We see that a TV graphic headline has been called “racist,” and we thought how terrible. Then, we saw what the offensive words were: They alluded to the Atlanta/Boston/Milwaukee Braves and the situation of losing a playoff berth. Now, we have for some time thought that naming teams after Native Americans—or, as racists call them, Indians, whether they are from Washington, D.C., Cleveland, or Boston (where the Braves originated) is dicey.
We were never sure what Indians they referred to in Boston. It could be that Braves are simply people with courage, though young Native American warriors were called Braves. It was sort of like ‘grunts” or “GIs” in another framework.
So, Indian and Redskin are harder to justify. If this seems like a hairy tale, you will be forewarned to avoid head-hunters.
Back to the point of the racist claim: it struck us as a play on humor and defeat.
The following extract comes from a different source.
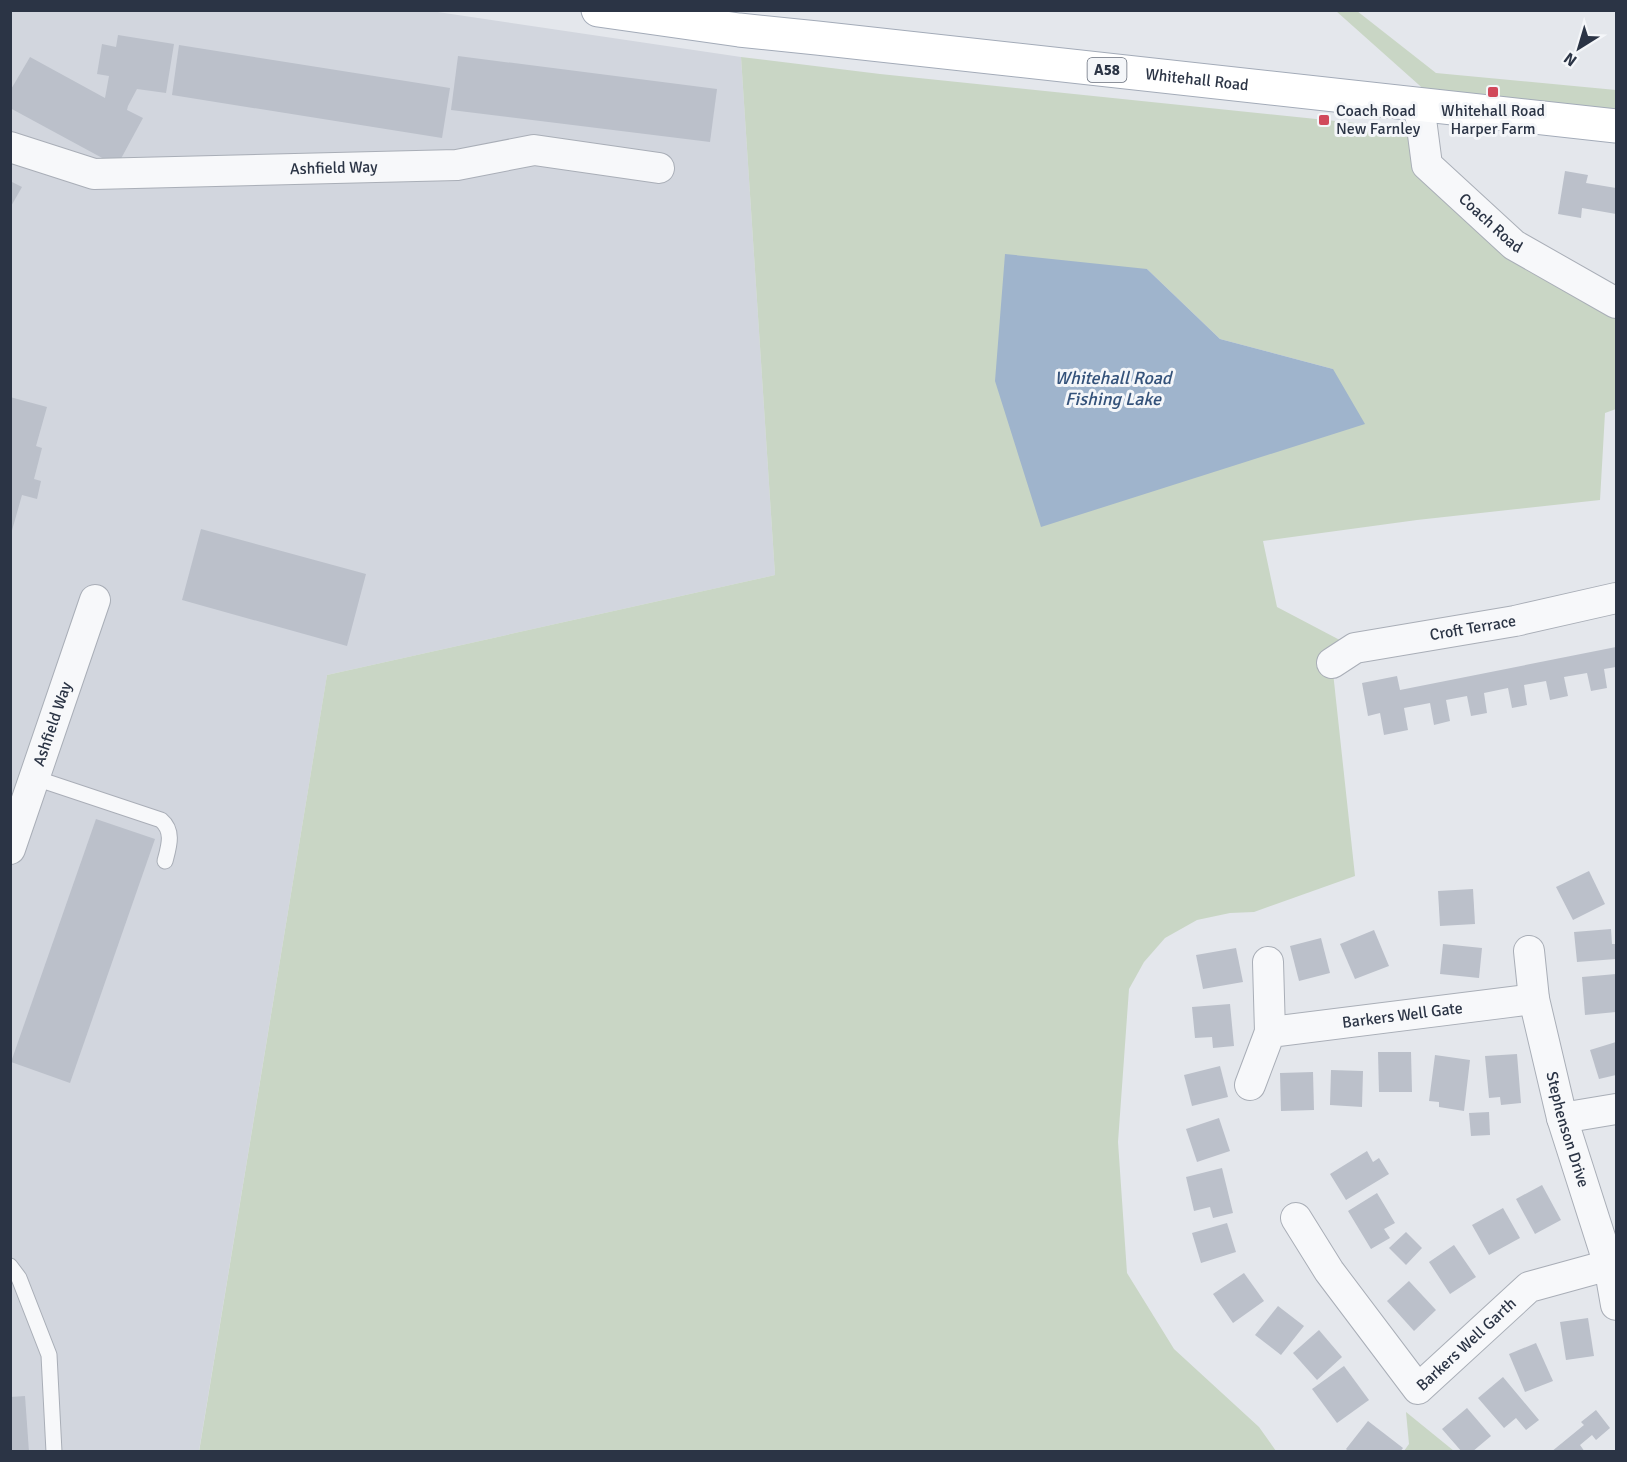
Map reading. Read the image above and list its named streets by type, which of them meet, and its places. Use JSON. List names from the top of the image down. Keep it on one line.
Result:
{"streets":{"main road":["A58","Whitehall Road"],"street":["Ashfield Way","Coach Road","Croft Terrace","Barkers Well Gate","Stephenson Drive","Barkers Well Garth"]},"crossings":[["Whitehall Road","Coach Road"],["Barkers Well Gate","Stephenson Drive"],["Stephenson Drive","Barkers Well Garth"]],"water":["Whitehall Road Fishing Lake"],"places":{"transit":["Whitehall Road Harper Farm","Coach Road New Farnley"]},"north":"bottom left"}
It is known that some brutal Indian raids resulted in “scalping” of victims. This was not necessarily an action limited to Native Americans but was a kind of trophy hunting.
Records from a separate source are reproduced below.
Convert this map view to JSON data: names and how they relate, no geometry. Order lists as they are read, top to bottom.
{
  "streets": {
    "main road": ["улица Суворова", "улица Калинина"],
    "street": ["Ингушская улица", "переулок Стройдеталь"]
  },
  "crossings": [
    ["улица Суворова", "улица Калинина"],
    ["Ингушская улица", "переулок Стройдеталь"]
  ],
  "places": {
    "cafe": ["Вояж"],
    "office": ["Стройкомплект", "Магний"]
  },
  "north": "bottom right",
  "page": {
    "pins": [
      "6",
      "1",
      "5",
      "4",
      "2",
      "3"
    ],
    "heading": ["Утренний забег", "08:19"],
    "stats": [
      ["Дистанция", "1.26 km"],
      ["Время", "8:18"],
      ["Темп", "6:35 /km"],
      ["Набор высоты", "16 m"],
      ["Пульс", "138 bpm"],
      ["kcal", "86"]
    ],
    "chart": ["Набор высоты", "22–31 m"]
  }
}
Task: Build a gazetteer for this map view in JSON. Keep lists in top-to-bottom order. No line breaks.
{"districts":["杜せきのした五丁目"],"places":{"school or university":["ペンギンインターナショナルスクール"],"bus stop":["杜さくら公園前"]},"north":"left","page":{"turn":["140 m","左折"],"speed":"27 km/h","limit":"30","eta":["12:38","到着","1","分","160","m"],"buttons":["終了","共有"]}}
To say the Braves were “scalped” seems rather oxymoronic. Who did the scalping? People who sell tickets to games outside a venue?
We seem to have entered a world in which words have either lost their meaning or have become metaphoric bonfires of the vanities.
If this full lobotomy assault continues on satiric wordsmiths, we shall soon be de-fanged, de-clawed, and shorn of our satirizing locks. In a crew cut mode, we may not again use Scalpicine on our collective itchy head. Sign language could also be offensive to Native Americans, to which we raise a well-placed finger in response.